▶ **The records**
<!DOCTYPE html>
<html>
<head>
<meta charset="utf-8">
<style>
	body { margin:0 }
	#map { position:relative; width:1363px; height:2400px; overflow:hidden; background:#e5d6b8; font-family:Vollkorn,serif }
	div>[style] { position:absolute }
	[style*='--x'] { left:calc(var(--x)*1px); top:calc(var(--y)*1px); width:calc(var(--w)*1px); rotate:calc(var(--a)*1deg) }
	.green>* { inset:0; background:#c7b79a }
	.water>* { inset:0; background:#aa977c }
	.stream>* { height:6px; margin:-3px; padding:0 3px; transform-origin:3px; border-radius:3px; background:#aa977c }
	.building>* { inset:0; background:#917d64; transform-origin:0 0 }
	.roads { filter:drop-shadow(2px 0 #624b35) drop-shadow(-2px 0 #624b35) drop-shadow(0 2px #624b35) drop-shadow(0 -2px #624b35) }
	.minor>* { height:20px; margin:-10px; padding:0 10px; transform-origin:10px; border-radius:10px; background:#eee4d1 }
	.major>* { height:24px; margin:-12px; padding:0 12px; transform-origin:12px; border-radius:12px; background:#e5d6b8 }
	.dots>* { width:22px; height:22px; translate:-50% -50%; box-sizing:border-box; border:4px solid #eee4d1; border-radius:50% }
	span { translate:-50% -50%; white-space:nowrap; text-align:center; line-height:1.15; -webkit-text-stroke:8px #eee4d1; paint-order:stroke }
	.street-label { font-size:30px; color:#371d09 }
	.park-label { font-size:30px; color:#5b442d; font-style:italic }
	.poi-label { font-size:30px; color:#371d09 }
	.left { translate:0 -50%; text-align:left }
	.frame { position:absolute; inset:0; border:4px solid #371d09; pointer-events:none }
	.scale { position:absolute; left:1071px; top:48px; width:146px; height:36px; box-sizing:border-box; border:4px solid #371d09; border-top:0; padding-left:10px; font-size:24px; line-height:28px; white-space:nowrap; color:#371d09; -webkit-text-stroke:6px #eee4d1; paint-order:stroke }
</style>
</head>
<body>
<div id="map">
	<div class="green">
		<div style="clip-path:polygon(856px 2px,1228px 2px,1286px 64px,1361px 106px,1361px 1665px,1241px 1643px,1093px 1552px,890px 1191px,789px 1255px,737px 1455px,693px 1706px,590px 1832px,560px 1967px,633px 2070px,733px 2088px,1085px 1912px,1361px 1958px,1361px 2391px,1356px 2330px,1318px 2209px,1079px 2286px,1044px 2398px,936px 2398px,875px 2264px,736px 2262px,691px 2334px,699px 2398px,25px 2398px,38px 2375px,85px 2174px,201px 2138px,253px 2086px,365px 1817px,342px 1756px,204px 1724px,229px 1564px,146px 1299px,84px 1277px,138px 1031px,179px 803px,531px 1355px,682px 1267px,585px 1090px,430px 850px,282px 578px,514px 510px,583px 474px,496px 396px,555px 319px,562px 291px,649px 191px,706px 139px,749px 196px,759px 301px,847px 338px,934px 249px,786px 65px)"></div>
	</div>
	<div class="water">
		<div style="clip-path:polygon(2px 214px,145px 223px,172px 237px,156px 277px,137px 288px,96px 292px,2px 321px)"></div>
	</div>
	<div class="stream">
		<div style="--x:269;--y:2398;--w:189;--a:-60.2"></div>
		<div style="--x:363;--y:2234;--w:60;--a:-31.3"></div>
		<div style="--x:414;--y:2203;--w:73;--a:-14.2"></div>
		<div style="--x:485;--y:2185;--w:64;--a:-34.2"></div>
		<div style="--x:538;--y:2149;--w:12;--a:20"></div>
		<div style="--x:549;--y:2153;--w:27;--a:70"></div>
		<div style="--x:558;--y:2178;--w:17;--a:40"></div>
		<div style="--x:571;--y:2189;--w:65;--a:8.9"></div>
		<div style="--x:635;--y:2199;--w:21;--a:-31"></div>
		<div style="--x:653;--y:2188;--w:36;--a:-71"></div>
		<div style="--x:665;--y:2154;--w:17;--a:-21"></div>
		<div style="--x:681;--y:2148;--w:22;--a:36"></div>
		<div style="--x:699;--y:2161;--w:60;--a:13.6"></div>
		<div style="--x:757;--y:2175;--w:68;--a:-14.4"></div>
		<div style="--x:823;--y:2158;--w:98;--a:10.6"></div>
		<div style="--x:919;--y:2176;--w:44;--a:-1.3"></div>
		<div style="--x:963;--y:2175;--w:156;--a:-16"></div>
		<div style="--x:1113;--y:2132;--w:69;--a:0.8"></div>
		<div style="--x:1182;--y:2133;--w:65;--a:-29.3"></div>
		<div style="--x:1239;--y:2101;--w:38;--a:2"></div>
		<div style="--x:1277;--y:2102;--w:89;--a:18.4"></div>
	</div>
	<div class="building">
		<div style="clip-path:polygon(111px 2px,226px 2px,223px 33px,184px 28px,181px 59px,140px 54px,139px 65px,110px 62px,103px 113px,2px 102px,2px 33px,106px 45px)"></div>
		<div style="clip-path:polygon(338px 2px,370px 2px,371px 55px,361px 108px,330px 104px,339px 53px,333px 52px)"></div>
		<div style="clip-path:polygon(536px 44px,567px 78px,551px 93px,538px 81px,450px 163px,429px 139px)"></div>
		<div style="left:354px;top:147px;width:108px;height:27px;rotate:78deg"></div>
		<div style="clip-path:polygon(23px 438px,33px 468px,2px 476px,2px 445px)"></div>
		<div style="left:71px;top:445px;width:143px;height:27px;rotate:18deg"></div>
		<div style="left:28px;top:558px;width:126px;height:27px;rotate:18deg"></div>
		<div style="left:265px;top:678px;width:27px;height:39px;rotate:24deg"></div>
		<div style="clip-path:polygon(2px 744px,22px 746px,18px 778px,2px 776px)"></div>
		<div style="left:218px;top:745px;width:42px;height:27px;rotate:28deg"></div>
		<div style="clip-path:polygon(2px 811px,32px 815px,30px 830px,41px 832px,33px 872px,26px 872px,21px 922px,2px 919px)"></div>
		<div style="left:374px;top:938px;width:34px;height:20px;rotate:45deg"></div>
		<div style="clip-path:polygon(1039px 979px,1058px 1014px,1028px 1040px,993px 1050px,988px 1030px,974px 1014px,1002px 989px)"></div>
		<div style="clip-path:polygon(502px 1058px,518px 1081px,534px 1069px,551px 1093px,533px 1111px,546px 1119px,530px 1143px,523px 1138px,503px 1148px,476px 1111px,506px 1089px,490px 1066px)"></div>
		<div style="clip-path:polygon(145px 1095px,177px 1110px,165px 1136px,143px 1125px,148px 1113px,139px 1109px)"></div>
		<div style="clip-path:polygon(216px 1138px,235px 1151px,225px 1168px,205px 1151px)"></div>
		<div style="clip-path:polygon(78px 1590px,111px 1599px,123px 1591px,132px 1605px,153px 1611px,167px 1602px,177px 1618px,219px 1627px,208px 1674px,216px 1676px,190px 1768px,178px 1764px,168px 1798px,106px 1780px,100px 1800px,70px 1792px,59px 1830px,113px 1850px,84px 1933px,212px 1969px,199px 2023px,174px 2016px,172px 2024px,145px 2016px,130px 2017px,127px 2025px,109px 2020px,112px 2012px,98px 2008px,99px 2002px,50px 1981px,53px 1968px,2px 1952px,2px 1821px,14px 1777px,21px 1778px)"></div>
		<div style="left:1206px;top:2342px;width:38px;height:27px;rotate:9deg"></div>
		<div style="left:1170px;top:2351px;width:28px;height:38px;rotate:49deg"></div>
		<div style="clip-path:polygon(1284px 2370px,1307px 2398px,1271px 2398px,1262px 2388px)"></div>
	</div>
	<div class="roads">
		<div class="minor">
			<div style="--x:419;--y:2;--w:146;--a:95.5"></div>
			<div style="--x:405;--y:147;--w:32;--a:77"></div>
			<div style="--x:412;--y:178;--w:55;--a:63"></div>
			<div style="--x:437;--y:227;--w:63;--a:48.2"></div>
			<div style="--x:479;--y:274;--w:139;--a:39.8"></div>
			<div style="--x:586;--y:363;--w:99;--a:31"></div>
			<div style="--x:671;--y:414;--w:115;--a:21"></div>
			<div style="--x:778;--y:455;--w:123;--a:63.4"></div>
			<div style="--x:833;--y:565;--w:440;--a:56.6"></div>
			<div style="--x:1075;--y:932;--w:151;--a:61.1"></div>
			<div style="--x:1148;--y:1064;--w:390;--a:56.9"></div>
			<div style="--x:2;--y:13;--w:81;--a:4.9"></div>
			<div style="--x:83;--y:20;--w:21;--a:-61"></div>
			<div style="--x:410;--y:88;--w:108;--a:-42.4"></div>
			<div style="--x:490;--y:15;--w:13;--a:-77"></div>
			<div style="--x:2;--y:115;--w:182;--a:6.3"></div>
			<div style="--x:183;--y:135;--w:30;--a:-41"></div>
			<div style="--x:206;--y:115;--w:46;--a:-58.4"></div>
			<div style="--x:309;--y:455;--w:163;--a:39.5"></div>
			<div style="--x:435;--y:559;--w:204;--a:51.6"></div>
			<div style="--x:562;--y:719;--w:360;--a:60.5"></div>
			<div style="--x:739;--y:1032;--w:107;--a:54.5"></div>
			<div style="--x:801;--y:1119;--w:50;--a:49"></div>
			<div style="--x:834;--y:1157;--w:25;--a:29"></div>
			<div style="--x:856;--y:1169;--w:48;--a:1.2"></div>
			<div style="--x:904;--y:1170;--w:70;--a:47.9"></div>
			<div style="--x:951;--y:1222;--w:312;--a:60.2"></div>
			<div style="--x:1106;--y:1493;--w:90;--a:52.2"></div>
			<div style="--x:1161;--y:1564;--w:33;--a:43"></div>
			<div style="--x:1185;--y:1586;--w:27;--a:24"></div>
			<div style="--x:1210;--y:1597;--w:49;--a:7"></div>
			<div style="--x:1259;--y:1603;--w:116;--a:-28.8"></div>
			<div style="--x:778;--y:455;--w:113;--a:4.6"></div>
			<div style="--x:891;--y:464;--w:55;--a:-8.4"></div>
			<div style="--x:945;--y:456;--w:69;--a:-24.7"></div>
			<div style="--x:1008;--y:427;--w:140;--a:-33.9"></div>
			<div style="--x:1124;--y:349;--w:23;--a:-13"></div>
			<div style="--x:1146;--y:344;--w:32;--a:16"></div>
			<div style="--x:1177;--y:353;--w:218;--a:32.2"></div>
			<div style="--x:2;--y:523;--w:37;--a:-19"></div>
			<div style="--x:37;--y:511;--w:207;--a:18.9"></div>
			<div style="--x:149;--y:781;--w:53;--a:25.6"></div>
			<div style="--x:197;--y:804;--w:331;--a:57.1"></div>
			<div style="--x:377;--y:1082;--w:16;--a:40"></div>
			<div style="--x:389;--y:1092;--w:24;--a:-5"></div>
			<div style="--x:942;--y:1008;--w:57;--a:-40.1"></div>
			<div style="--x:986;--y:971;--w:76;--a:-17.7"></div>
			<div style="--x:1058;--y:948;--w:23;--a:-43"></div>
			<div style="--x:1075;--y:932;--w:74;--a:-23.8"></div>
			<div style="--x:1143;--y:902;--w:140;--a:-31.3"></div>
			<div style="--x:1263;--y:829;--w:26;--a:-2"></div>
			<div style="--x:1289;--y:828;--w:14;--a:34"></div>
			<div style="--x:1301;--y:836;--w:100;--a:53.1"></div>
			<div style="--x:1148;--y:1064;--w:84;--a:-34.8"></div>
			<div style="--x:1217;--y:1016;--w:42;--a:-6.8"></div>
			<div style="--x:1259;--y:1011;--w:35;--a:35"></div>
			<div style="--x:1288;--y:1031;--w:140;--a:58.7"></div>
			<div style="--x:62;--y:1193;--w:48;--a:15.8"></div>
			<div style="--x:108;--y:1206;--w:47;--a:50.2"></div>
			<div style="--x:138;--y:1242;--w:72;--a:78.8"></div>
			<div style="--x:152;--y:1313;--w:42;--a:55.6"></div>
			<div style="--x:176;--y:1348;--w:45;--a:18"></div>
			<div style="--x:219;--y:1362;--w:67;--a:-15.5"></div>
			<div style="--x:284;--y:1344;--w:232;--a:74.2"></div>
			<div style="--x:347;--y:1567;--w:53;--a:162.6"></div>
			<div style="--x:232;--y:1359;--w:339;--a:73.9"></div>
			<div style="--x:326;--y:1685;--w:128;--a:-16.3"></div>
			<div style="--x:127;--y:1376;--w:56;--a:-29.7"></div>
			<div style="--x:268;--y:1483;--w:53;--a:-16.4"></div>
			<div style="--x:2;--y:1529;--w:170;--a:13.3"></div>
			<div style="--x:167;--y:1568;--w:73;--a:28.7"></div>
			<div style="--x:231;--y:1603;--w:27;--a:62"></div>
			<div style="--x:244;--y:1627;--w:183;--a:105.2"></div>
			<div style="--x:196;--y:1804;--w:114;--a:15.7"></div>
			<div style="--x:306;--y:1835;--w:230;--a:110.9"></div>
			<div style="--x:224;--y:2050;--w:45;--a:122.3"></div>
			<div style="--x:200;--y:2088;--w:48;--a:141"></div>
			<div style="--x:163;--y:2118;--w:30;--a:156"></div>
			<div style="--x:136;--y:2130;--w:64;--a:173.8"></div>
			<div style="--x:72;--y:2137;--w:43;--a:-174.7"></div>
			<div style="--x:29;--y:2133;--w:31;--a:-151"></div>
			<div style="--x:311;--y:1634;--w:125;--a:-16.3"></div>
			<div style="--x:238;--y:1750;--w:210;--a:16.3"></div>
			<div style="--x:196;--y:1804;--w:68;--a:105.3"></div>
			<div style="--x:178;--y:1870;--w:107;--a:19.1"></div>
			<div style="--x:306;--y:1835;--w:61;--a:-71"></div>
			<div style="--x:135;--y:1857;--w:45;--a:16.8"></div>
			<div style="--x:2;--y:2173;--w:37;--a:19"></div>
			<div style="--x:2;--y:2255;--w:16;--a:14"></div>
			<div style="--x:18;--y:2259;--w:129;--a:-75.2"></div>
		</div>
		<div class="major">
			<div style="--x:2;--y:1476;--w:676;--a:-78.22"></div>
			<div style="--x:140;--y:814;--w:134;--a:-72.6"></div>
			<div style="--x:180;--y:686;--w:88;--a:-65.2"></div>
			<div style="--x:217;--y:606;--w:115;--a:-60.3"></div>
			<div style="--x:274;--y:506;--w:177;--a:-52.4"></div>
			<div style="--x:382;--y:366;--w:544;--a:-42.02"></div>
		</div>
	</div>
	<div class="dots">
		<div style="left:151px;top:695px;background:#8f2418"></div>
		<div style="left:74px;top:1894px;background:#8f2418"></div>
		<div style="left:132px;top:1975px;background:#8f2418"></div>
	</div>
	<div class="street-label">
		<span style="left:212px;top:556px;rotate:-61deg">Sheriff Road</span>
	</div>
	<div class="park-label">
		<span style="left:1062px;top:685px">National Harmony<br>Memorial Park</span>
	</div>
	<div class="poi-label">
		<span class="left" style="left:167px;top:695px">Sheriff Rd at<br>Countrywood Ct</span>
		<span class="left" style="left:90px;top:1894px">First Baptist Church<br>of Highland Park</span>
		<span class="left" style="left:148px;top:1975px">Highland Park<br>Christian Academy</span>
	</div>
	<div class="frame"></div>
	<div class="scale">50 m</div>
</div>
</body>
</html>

▶ **Problem to work on**
Your answer should be the number of lines in the records that contain the word "stream", with nothing added.

▶ **Task answer**
2